Prostate Cancer: Medical Treatments

(asked on 6th February 2025) - View Source

Question to the Department of Health and Social Care:

To ask the Secretary of State for Health and Social Care, with reference to the National Prostate Cancer Audit's report entitled NPCA State of the Nation Report 2024, published in January 2025, if he will take steps to tackle inequalities in accessing NICE-recommended treatments following advanced prostate cancer diagnosis for (a) black men and (b) men from areas of socio-economic deprivation.


Answered by
Ashley Dalton Portrait
Ashley Dalton
Parliamentary Under-Secretary (Department of Health and Social Care)
This question was answered on 17th February 2025

Making improvements across different cancer types, including prostate cancer, is critical to reducing disparities in cancer survival. Early cancer diagnosis is also a specific priority within the National Health Service’s wider Core20Plus5 approach to reducing healthcare inequalities.

To address disparities and find ways to better detect prostate cancer earlier, we have invested £16 million in the United Kingdom-wide TRANSFORM trial, aimed at helping find the best ways of detecting prostate cancer in men, even if they are not displaying any symptoms. This research will aim to address some of the inequalities that exist in prostate cancer diagnosis by targeting black men in trial recruitment, ensuring that one in ten participants are black men.

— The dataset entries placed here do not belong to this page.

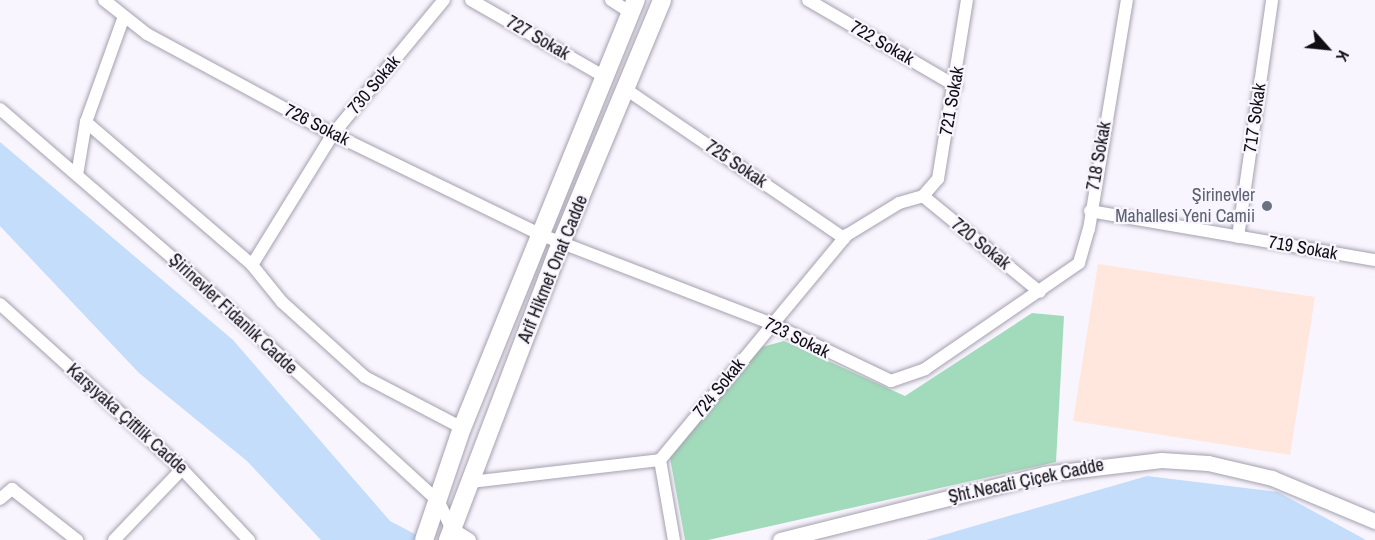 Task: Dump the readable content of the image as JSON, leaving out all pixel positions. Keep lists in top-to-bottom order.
{
  "streets": {
    "main road": ["Arif Hikmet Onat Cadde"],
    "street": [
      "727 Sokak",
      "722 Sokak",
      "730 Sokak",
      "721 Sokak",
      "717 Sokak",
      "726 Sokak",
      "718 Sokak",
      "725 Sokak",
      "720 Sokak",
      "719 Sokak",
      "Şirinevler Fidanlık Cadde",
      "723 Sokak",
      "724 Sokak",
      "Karşıyaka Çiftlik Cadde",
      "Şht.Necati Çiçek Cadde"
    ]
  },
  "crossings": [
    ["727 Sokak", "Arif Hikmet Onat Cadde"],
    ["722 Sokak", "721 Sokak"],
    ["730 Sokak", "726 Sokak"],
    ["721 Sokak", "720 Sokak"],
    ["721 Sokak", "724 Sokak"],
    ["717 Sokak", "719 Sokak"],
    ["726 Sokak", "Arif Hikmet Onat Cadde"],
    ["726 Sokak", "723 Sokak"],
    ["718 Sokak", "720 Sokak"],
    ["718 Sokak", "719 Sokak"],
    ["718 Sokak", "723 Sokak"],
    ["725 Sokak", "Arif Hikmet Onat Cadde"],
    ["725 Sokak", "724 Sokak"],
    ["720 Sokak", "723 Sokak"],
    ["720 Sokak", "724 Sokak"],
    ["Arif Hikmet Onat Cadde", "Şirinevler Fidanlık Cadde"],
    ["Arif Hikmet Onat Cadde", "723 Sokak"],
    ["723 Sokak", "724 Sokak"]
  ],
  "places": ["Şirinevler Mahallesi Yeni Camii"],
  "north": "bottom right"
} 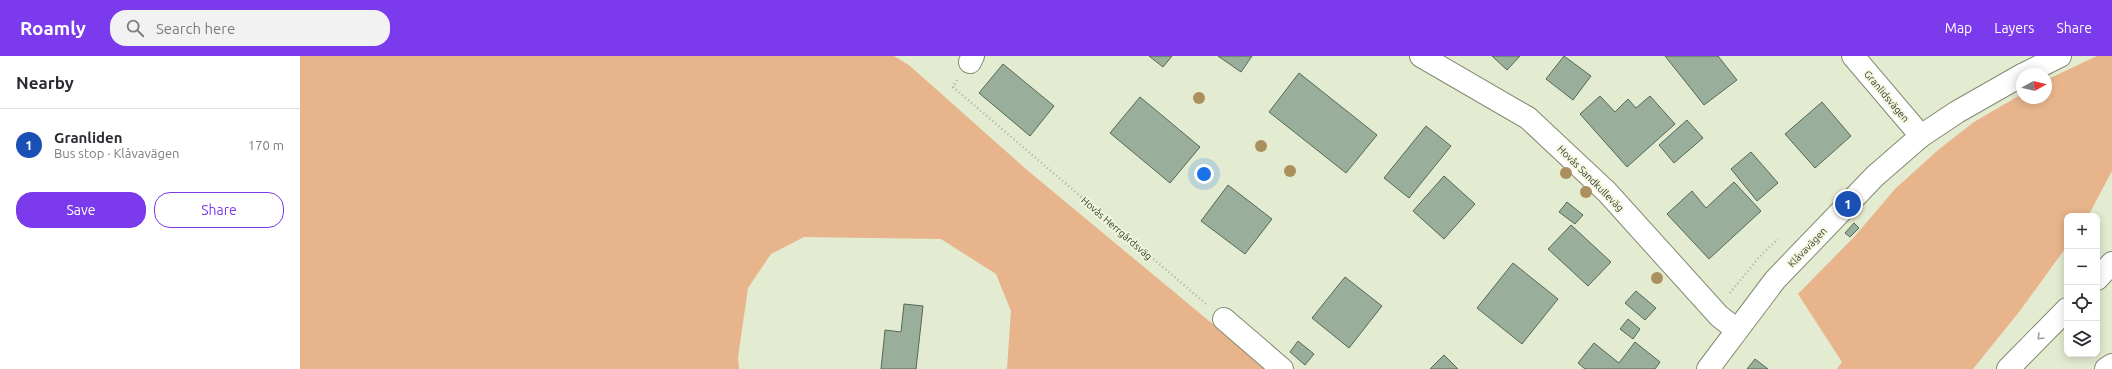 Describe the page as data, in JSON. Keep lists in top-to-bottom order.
{
  "streets": {
    "street": ["Granlidsvägen", "Hovås Sandkulleväg", "Klåvavägen"],
    "path": ["Hovås Herrgårdsväg"]
  },
  "crossings": [
    ["Granlidsvägen", "Klåvavägen"],
    ["Hovås Sandkulleväg", "Klåvavägen"]
  ],
  "north": "right",
  "page": {
    "header": "Roamly",
    "search": "Search here",
    "nav": ["Map", "Layers", "Share"],
    "heading": "Nearby",
    "list": [
      {
        "mark": "1",
        "name": "Granliden",
        "note": "Bus stop · Klåvavägen",
        "value": "170 m"
      }
    ],
    "buttons": ["Save", "Share"],
    "pins": "1",
    "map_buttons": ["+", "−"]
  }
} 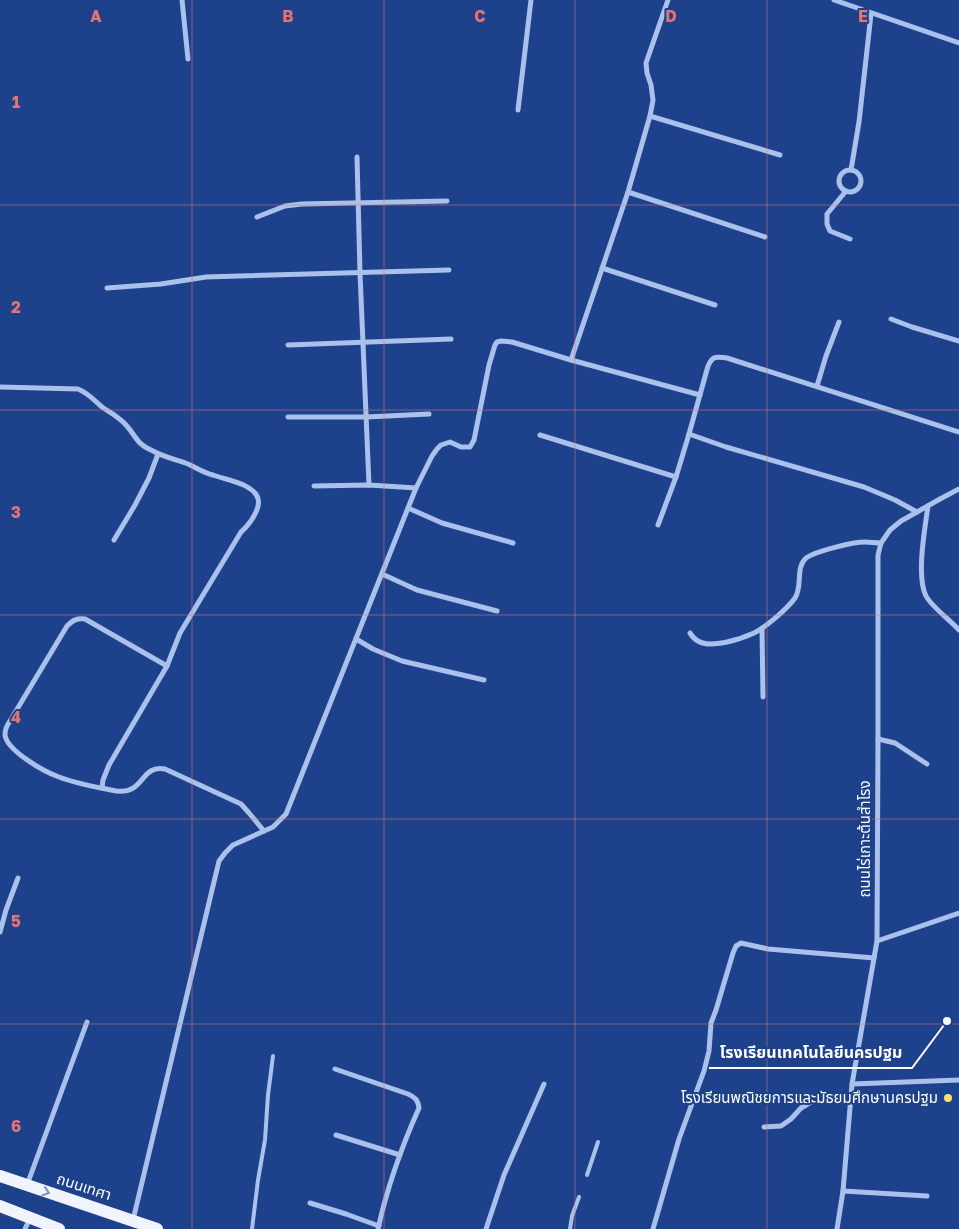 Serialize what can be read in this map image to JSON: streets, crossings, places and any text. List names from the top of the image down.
{
  "streets": {
    "main road": ["ถนนเทศา"],
    "street": ["ถนนไร่เกาะต้นสำโรง"]
  },
  "places": ["โรงเรียนเทคโนโลยีนครปฐม", "โรงเรียนพณิชยการและมัธยมศึกษานครปฐม"],
  "grid": {
    "columns": [
      "A",
      "B",
      "C",
      "D",
      "E"
    ],
    "rows": [
      "1",
      "2",
      "3",
      "4",
      "5",
      "6"
    ]
  }
}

We have also asked the National Screening Committee to review the evidence for prostate cancer screening, including for high-risk groups like black men.

As part of our wider strategy on early diagnosis, we are directly targeting our activity at areas we know will make a difference. This includes awareness raising campaigns such as the NHS Help Us, Help You campaign, to increase awareness of cancer symptoms and encourage people to get checked.

The NHS England Cancer Programme also commissions clinical cancer audits, which provide timely evidence for cancer service providers of where patterns of care in England may vary, increase the consistency of access to treatments, and help stimulate improvements in cancer treatment and outcomes for patients, including those with prostate cancer.

Following publication of the 10-Year Health Plan, we will publish a new National Cancer Plan, which will include further details on how we will improve access to treatments and outcomes for all tumour types, including prostate cancer. We are now in discussions about what form that plan should take, and what its relationship to the 10-Year Health Plan and the Government’s wider Health Mission should be. We will provide updates on this in due course.

We need to tackle the inequalities that people from different groups face, which will be part of the National Cancer Plan as we look at addressing all barriers to providing cancer care across prevention, diagnosis, screening and treatment.